700ms. That was the number that haunted my Kubernetes cluster, slowly burning it to the ground. Every alert the cluster generated, every log line it processed for AI-driven feedback, triggered an embedding operation. Each of these embeddings, we thought, took 700ms, saturating a CPU core, which in turn triggered more alerts, creating a truly spectacular, self-immolating feedback loop. The load average climbed to 153. It was a cluster fire, quite literally. Then, in the chaotic aftermath of patching the inferno and moving that “expensive” embedding workload to a humble 15-watt ARM board, something remarkable emerged: the warm latency was a mere 2ms. Even a cold start, including model loading, clocked in at around 100ms. The sobering discovery? The 700ms was never about the embedding operation itself. It was the embedding struggling under full CPU saturation, choked for headroom. On a quiet, dedicated machine with a warm model, the exact same task takes 2 milliseconds.

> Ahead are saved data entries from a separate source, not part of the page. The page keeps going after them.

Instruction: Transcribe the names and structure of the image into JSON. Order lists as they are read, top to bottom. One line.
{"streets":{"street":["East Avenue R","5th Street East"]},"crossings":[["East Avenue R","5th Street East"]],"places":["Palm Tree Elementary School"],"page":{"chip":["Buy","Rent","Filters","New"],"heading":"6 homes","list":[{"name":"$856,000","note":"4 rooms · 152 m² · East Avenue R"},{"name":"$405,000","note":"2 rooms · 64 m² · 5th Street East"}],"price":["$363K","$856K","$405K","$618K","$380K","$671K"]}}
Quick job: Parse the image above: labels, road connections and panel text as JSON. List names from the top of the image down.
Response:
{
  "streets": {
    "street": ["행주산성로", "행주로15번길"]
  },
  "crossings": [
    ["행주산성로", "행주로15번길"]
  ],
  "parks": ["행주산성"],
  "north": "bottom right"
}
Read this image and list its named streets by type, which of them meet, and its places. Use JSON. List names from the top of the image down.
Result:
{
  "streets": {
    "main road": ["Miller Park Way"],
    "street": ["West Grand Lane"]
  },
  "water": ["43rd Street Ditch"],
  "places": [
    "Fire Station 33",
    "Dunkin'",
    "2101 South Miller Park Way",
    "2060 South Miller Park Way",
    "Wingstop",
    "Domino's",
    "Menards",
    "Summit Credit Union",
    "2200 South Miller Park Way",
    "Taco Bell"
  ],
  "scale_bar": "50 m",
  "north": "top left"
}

April 2026 — benchmarking the operation everyone said was expensive

Why Embedding Was “Expensive”

For months, I treated embedding as a heavy, expensive operation. I had observed the system taking 24 to 30 seconds per call and naturally assumed the model was just slow. The reality was far more embarrassing: I was benchmarking a workload on a machine that was already on fire. My Kubernetes node was hitting a load average of 153 on 16 cores. When you are that saturated, you aren’t measuring computation; you are measuring contention.

The embedding process wasn’t slow; it was just waiting in a massive queue for a sliver of CPU time. This is the danger of observing a system under duress—latency spikes look like architectural bottlenecks when they are actually just the sound of a CPU screaming for help. In reality, the actual math of embedding on modern silicon is incredibly fast. The model is small and the operations are mostly matrix multiplications, which modern ARM cores handle in hardware via i8mm. I wasn’t fighting a slow model; I was fighting a scheduler.

What Embedding Actually Is

At its core, embedding is just the process of converting a piece of text into a list of numbers, called a vector, that encodes semantic meaning. Think of it as a coordinate in a high-dimensional map. If two pieces of text have similar meanings—like “KubePodCrashLooping” and “pod restarting”—their vectors end up close together in that space. If you embed “pizza recipe,” it ends up in a completely different neighborhood. This allows for semantic search: instead of hunting for exact keywords, the system just measures the distance between vectors.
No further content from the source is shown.